Penutur bahasa Karo menggunakan unkapan kias bagi si pacar yang suka mempermainkan si gadis atau pemuda dengan unkapan bage kundur truh papan (seperti labu di bawah papan). Pernyataan ini ditujukan kepada seseorang (lelaki atau perempuan) yang bermulut manis, menebar janji ke banyak orang bahwa dia mencintai seseorang (lelaki atau perempuan) tetapi dalam hatinya dia hanya memilih satu orang saja dari sekian banyak yang kena jerat janji manisnya, sementara yang lain dijadikan serap atau cadangan saja. Jika yang sesungguhnya dia inginkan tidak jadi, dia (lelaki atau perempuan) masih dapat memilih dari sekian banyak cadangan calon yang dia buat. Buah kundur atau labu biasanya di sayur, dan biasa disimpan di bawah lantai rumah yang terbuat dari papan. Buah kundur atau labu manis hanya dimasak kalau tidak ada lagi sayur yang lain. Masyarakat penutur bahasa Jawa mengungkapkan jika seseorang salah atau memiliki kelemahan, dinasehatkan agar kesalahan atau kelemahannya itu tidak digunakan terus-menerus untuk menyudutkan

dia sehingga dia tidak berpeluang mendapatkan kesempatan lain. Ungkapan yang digunakan adalah ngono yo ngono, ning ojo ngono (kalaupun begitu, jangalah begitu kali caranya).

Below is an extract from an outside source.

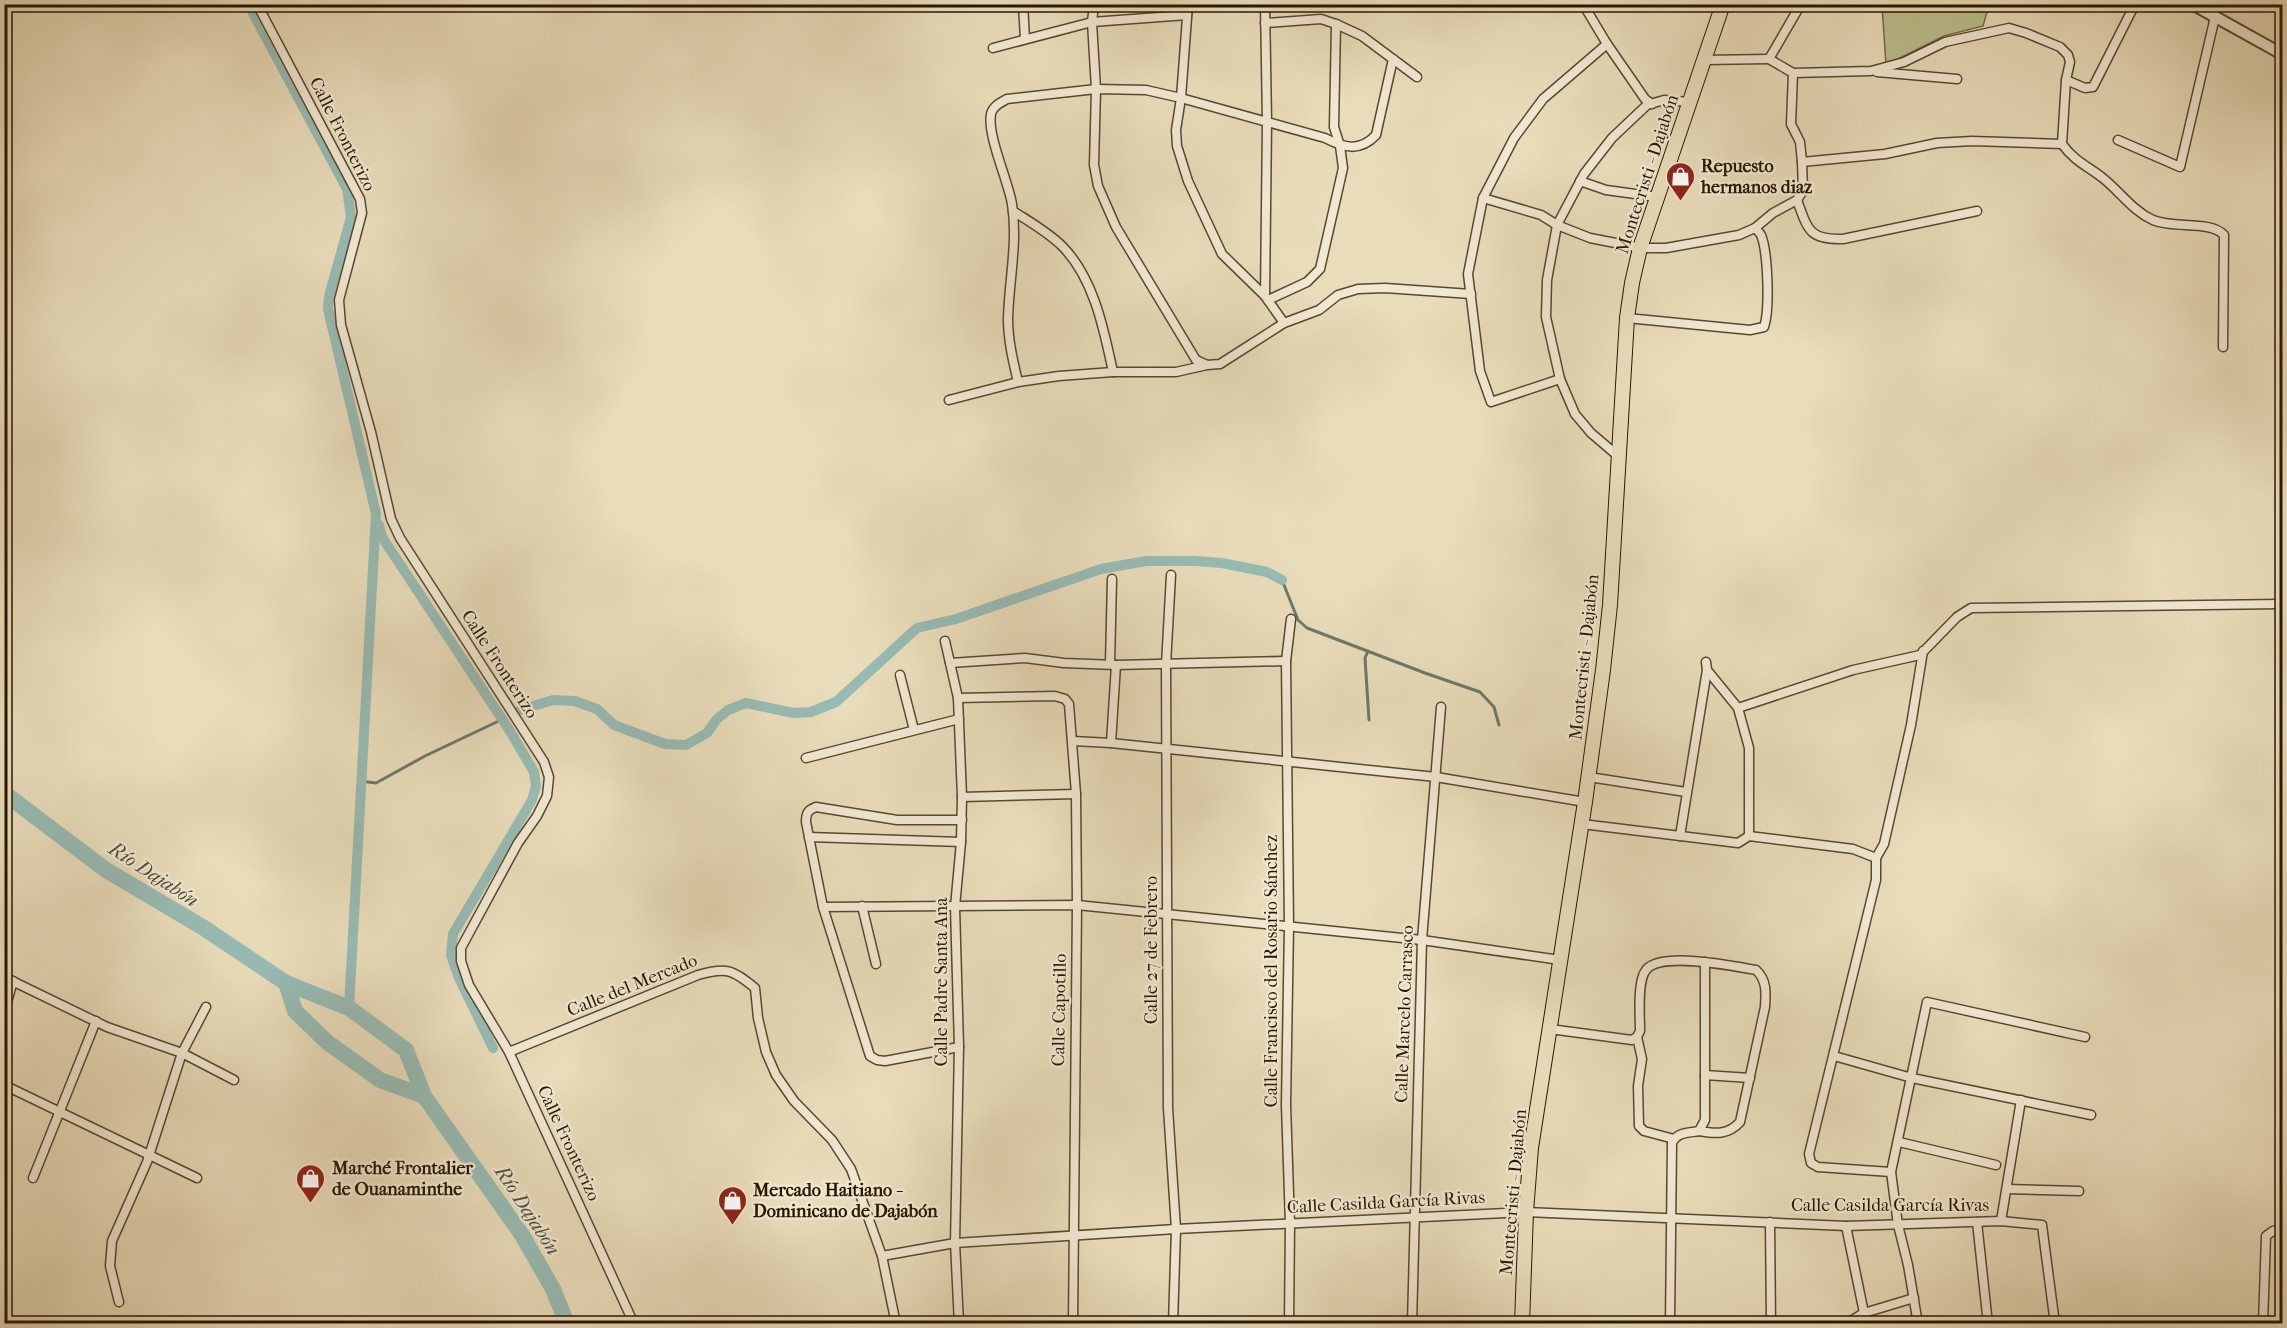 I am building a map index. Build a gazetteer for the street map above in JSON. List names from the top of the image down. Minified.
{"streets":{"main road":["Montecristi - Dajabón"],"street":["Calle Fronterizo","Calle 27 de Febrero","Calle Francisco del Rosario Sánchez","Calle Padre Santa Ana","Calle del Mercado","Calle Capotillo","Calle Marcelo Carrasco","Calle Casilda García Rivas"]},"crossings":[["Calle Fronterizo","Calle del Mercado"],["Montecristi - Dajabón","Calle Casilda García Rivas"],["Calle 27 de Febrero","Calle Casilda García Rivas"],["Calle Francisco del Rosario Sánchez","Calle Casilda García Rivas"],["Calle Padre Santa Ana","Calle Capotillo"],["Calle Padre Santa Ana","Calle Casilda García Rivas"],["Calle del Mercado","Calle Casilda García Rivas"],["Calle Capotillo","Calle Casilda García Rivas"],["Calle Marcelo Carrasco","Calle Casilda García Rivas"]],"water":["Río Dajabón"],"places":{"shop":["Repuesto hermanos diaz","Marché Frontalier de Ouanaminthe","Mercado Haitiano - Dominicano de Dajabón"]}}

Kearifan yang diungkapkan dalam budaya Batak dan Karo sebagaimana diteliti oleh Saragih (2011) tersebut merupakan sebuah keyakinan yang secara teoretik berpijak pada konsep ideologis. Berdasarkan konsep kearifan budaya lokal inilah penelitian terhadap teks Imlek peserta didik etnik Tionghoa Medan dilakukan dengan kerangka teoretik LSF.

2.4 Hipotesis

Penelitian ini didasarkan pada penetapan hipotesis untuk pengujian data korelasi metafungsi bahasa dan konteks sosial. Metafungsi bahasa bertindak sebagai variabel X (variabel bebas) sedangkan konteks sosial bertindak sebagai variabel Y (variabel terikat). Adapun hipotesis yang digunakan dalam penelitian adalah Ho dengan Ha sebagai hipotesis alternatif. Ho dinyatakan dalam pernyataan, “Tidak ada hubungan yang signifikan antara metafungsi bahasa dengan konteks sosial” sedangkan Ha dinyatakan dalam pernyataan, “Ada hubungan yang signifikan antara metafungsi bahasa dengan konteks sosial.”